Postby iambiguous » Wed Dec 21, 2011 9:09 pm

Three of a kind:

Ten Years After, "Circles"

Life is going around in circles
Wonder will it ever end
If I die, baby, will you miss me
Or just find another friend
Does it matter what I do
Live life right or bear a grudge?
Does it matter what I do
Is there anyone to judge?

I have been to many places
I have journeyed through the mind
Though I've found some different faces
Another answer I can't find
Does it matter what I do
Is there anyone to say?
Does it matter what I do
Is there any other way?

I have got what I once dreamed of
As a child, so long ago
But my life just goes in circles
'Cause one answer I don't know
Does it matter what I do
Who will hear me if I cry?
Does it matter what I do
Does it matter if I die?


Paul Simon, "Patterns"

The night sets softly
With the hush of falling leaves,
Casting shivering shadows
On the houses through the trees,
And the light from a street lamp
Paints a pattern on my wall,
Like the pieces of a puzzle
Or a child's uneven scrawL

Up a narrow flight of stairs
In a narrow Little room,
As I lie upon my bed
In the early evening gloom.
Impaled on my wall
My eyes can dimly see
The pattern of my life
And the puzzle that is me.

From the moment of my birth
To the instant of my death,
There are Patterns I must follow
Just as I must breathe each breath.
Like a rat in a maze
The path before me lies,
And the pattern never alters
Until the rat dies.

And the pattern still remains
On the wall where darkness fell,
And it's fitting that it should,
For in darknesss I must dwell.
Like the color of my skin,
Or the day that I grow old,
My life is made of Patterns
That can scarcely be controlled.


Don Mclean, "Dreidel"

I feel like a spinning top or a Dreidel
The spinning don't stop when you leave the cradle
You just slow down
Round and around this world you go
Spinning through the lives of the people you know
We all slow down
How you gonna keep on turning from day to day?
How you gonna keep from turning your life away?

No days you can borrow, no time you can buy.
No trust in tomorrow.
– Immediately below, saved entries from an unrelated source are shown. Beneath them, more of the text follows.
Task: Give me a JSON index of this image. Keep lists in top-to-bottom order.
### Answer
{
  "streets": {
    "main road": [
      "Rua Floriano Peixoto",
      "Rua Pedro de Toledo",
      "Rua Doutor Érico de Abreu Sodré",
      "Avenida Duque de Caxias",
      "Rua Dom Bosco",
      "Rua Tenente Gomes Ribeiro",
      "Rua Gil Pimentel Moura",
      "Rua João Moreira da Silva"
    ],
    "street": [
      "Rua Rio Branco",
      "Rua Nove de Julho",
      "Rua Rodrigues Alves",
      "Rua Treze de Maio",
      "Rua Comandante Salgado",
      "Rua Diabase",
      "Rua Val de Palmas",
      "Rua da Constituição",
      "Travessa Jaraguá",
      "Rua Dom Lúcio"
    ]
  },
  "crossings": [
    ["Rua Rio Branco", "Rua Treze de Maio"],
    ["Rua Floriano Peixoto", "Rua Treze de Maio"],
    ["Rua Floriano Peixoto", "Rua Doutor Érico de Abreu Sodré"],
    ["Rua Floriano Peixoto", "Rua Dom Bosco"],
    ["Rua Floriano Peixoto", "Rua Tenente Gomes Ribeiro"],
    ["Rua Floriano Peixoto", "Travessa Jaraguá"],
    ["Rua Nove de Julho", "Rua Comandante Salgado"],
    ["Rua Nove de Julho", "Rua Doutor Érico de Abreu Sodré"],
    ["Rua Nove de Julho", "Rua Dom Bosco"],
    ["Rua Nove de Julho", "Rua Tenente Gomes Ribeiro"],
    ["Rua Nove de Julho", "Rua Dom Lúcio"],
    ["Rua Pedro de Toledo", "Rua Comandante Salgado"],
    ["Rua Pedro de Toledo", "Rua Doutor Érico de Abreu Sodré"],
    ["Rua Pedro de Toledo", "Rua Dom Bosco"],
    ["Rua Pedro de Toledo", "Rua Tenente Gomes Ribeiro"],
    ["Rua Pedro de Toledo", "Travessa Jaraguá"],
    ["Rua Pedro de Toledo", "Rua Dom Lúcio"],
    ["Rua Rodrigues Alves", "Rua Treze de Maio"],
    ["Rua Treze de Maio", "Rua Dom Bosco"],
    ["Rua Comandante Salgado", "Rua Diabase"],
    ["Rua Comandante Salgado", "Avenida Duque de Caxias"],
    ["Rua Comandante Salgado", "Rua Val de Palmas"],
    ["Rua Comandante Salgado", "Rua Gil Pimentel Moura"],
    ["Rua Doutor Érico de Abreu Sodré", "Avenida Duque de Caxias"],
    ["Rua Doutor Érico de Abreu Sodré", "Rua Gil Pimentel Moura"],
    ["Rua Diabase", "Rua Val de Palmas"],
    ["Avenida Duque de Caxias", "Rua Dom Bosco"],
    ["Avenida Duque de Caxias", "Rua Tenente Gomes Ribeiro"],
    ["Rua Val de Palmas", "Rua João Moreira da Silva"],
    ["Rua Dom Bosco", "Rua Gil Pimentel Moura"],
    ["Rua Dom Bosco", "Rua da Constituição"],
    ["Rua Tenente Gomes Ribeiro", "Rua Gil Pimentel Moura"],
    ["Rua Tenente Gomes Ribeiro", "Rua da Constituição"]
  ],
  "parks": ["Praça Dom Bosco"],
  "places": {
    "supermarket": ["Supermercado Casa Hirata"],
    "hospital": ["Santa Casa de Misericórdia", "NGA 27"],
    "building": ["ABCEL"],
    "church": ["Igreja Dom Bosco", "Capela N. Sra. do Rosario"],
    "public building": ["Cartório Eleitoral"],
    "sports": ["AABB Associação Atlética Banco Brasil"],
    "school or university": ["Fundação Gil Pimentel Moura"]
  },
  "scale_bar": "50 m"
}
It's a lie.

I feel like a spinning top or a dreidel.
The spinning don't stop when you leave the cradle.
You just slow down.
Round and around this world you go
Spinning through the lives of the people you know.
We all slow down.
How you gonna keep on turning from day to day? Oh...
How you gonna keep from turning your life away?

And I feel like I'm dippin' and divin'.
My sky shoes are spiked with lead heels.
I'm lost in this star car I'm drivin'.
But my air sole keeps pushin' big wheels.
My world is a constant confusion.
My mind is prepared to attack.
My past - a persuasive illusion.
I'm watchin' the future it's black.
What do you know?
You know just what you perceive.
What can you show?
Nothing of what you believe.
And as you grow, each thread of life that you leave
Will spin around your deeds and dictate your needs
As you sell your soul and you sow your seeds
And you wound yourself and your loved one bleed
And your habits grow, and your conscience feeds
On all that you thought you should be
I never thought this could happen to me.

I feel like a spinning top or a dreidel.
The spinning don't stop when you leave the cradle.
You just slow down.
Round and around the world you go
Spinning through the lives of the people you know.
We all slow down.
How you gonna keep on turning from day to day?
How you gonna keep from turning your life away? Oh..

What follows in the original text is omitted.